The dial is applied with yellow enamel, the Arabic numerals centred with two finely engraved butterflies.

Engraved E.Feuillatre and Lépine (who made the movement, numbered 28957)

Contained in its original fitted leather case, the winding key accommodated in its velvet base.

Paris, c.1902.


An identical clock was exhibited at the Salon de la Société des Artistes Français in 1902.


‘L’Email au Salon de 1902’, Revue de la Bijouterie, Joaillerie et Orfèvrerie, p.175, and described as ‘une petite pendula Capucines, d’un dessin très interessant’.

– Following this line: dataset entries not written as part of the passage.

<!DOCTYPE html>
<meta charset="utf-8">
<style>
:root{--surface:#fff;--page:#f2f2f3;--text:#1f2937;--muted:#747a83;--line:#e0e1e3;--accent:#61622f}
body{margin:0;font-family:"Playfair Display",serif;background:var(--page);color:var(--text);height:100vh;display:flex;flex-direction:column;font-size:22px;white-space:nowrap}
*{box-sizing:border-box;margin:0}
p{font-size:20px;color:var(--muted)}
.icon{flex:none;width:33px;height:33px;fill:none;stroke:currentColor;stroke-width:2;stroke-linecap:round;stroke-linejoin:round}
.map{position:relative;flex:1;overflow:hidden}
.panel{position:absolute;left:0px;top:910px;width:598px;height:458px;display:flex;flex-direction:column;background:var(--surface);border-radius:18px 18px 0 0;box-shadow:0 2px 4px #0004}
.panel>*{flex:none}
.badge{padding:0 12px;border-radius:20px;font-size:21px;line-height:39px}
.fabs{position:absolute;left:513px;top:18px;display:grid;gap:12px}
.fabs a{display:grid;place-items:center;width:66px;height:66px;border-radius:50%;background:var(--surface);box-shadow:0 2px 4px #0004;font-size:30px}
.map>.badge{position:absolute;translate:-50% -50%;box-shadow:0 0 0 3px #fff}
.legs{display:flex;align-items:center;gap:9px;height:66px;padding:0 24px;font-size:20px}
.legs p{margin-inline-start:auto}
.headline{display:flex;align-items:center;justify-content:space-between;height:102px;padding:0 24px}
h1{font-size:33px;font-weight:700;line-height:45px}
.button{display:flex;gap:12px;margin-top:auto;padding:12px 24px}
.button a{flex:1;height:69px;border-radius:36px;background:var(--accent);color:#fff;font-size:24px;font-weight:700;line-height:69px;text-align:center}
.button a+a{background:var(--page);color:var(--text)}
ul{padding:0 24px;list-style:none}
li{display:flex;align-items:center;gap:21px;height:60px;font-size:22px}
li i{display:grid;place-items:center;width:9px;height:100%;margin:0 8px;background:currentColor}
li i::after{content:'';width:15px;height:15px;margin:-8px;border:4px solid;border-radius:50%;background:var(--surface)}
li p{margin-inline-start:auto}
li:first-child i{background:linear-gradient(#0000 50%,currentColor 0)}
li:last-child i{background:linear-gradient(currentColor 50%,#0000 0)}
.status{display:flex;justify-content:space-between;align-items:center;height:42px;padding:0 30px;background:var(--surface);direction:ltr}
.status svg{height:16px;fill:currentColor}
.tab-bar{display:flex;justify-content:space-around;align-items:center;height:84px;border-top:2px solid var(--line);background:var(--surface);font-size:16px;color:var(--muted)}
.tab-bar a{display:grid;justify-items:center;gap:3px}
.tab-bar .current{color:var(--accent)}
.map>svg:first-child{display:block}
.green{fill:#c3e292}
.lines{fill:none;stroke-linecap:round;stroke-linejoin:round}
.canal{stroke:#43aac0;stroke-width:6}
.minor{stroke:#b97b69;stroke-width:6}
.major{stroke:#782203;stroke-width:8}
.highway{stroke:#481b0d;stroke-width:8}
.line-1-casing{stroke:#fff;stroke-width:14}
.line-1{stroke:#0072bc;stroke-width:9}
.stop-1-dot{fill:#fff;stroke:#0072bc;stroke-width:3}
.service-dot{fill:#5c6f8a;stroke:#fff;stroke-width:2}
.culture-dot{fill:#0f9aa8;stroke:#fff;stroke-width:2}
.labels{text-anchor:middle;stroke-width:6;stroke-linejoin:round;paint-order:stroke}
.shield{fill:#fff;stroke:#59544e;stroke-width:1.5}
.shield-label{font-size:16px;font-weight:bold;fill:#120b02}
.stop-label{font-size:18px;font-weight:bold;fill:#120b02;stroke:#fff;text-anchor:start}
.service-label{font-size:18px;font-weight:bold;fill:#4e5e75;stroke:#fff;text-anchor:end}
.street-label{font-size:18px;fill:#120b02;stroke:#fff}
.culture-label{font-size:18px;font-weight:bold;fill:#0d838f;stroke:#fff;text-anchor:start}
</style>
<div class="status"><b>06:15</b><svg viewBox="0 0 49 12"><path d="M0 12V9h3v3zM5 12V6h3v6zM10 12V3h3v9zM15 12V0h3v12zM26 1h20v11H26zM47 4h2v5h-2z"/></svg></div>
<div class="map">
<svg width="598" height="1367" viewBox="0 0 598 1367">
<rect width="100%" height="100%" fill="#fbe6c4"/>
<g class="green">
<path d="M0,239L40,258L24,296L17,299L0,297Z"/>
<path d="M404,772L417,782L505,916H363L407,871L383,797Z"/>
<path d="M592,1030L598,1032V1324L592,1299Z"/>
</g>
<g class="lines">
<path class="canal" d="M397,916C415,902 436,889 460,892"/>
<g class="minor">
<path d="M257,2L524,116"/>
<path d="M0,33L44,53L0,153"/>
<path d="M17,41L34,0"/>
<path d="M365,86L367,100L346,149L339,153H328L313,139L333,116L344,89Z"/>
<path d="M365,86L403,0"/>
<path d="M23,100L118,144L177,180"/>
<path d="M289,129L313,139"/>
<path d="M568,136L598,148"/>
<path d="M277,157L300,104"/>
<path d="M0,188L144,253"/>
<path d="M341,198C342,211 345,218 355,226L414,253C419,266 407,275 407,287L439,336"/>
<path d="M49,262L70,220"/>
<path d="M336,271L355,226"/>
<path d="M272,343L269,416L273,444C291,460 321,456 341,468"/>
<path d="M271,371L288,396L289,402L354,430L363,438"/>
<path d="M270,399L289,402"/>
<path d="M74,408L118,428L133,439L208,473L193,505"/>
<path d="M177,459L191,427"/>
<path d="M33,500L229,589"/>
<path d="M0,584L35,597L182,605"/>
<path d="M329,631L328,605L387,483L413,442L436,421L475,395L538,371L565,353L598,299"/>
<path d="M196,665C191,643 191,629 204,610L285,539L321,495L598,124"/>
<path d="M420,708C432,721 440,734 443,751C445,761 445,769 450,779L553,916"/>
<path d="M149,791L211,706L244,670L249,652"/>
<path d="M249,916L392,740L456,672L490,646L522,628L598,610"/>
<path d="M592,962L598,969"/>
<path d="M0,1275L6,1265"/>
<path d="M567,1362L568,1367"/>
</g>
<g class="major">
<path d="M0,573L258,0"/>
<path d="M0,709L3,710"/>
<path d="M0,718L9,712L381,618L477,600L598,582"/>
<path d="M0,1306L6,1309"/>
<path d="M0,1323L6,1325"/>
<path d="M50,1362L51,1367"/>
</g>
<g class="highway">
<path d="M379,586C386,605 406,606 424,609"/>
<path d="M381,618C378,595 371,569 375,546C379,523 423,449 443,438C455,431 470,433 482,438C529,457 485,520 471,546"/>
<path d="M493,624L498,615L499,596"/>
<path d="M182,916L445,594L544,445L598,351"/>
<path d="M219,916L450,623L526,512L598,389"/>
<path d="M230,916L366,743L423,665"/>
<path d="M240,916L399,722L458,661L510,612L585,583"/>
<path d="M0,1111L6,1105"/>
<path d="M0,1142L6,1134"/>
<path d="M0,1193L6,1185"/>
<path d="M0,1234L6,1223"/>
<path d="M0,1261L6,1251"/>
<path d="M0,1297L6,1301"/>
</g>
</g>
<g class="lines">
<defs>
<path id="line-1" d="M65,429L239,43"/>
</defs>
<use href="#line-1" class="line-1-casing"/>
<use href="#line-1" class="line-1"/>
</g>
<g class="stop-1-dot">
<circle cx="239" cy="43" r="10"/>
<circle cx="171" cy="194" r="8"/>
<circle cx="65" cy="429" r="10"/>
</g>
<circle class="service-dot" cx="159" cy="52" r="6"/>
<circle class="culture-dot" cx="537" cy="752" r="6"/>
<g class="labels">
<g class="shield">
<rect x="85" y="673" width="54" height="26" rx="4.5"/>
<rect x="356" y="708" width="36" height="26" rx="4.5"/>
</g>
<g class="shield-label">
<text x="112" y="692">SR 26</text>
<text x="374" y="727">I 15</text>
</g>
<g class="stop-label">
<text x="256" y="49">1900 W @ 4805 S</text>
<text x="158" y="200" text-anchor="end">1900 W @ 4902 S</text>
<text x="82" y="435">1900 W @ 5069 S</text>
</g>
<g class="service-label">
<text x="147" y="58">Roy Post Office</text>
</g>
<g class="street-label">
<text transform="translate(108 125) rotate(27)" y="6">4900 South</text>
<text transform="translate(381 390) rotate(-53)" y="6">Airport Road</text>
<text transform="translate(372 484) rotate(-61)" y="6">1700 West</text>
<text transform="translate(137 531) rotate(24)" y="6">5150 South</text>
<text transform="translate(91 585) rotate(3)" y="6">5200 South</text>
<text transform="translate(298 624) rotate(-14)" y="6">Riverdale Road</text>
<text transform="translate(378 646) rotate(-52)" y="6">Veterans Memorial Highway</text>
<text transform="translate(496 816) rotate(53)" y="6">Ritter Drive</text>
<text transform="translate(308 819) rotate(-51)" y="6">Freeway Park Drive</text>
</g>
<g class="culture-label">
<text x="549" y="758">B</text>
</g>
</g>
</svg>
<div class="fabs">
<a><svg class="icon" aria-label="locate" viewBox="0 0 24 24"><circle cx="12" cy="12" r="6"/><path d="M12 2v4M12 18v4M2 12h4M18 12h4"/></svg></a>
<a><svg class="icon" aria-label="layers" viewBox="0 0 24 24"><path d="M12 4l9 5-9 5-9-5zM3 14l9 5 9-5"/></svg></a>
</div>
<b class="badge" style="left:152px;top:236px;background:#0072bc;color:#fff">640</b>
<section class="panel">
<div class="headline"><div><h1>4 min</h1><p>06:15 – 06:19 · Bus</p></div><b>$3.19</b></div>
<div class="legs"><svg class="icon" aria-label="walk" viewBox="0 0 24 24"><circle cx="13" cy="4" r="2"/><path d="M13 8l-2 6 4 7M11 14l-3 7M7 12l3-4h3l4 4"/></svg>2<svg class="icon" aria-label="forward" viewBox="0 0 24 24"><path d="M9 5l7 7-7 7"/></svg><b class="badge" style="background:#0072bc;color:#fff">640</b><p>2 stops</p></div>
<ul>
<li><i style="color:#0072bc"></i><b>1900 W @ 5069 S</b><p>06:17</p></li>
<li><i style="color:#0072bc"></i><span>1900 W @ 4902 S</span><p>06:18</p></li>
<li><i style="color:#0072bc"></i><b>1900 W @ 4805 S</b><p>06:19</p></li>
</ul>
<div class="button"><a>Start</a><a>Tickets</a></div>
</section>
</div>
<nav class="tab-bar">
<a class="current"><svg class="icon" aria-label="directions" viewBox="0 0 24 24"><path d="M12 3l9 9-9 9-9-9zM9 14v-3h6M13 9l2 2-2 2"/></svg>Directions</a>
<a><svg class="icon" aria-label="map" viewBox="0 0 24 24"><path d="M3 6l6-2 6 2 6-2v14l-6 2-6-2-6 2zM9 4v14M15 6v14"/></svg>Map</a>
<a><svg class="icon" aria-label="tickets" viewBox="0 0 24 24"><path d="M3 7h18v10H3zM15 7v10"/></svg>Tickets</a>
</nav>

Eugène Feuillâtre (1870-1916) was a gifted goldsmith and sculptor, but his reputation lies in his mastery of enameling. He was trained by Louis Houillon, who himself had learnt the art of enameling with Etienne Tourette. Both had been employed by Lucien Falize to carry out his works in basse taille as well as his enamels ‘sur paillons’, employing fragments of gold or silver foil to produce irridescent colours. The technique is evident in works by Feuillâtre, who was renowned for the versatility of his enamelled creations. His particular challenge was working on silver, which has a lower melting point than gold, and in creating rich and warm hues, which with a cooler coloured metal is more difficult to achieve. It was after being employed as ‘chef d’atelier d’émail’ to René Lalique from 1890 to 1897 that Feuillâtre left to found his own workshop, and regularly exhibited his pieces at the Salon de la Société des Artistes Français. He was awarded a gold medal at the 1900 Exposition Universelle in Paris.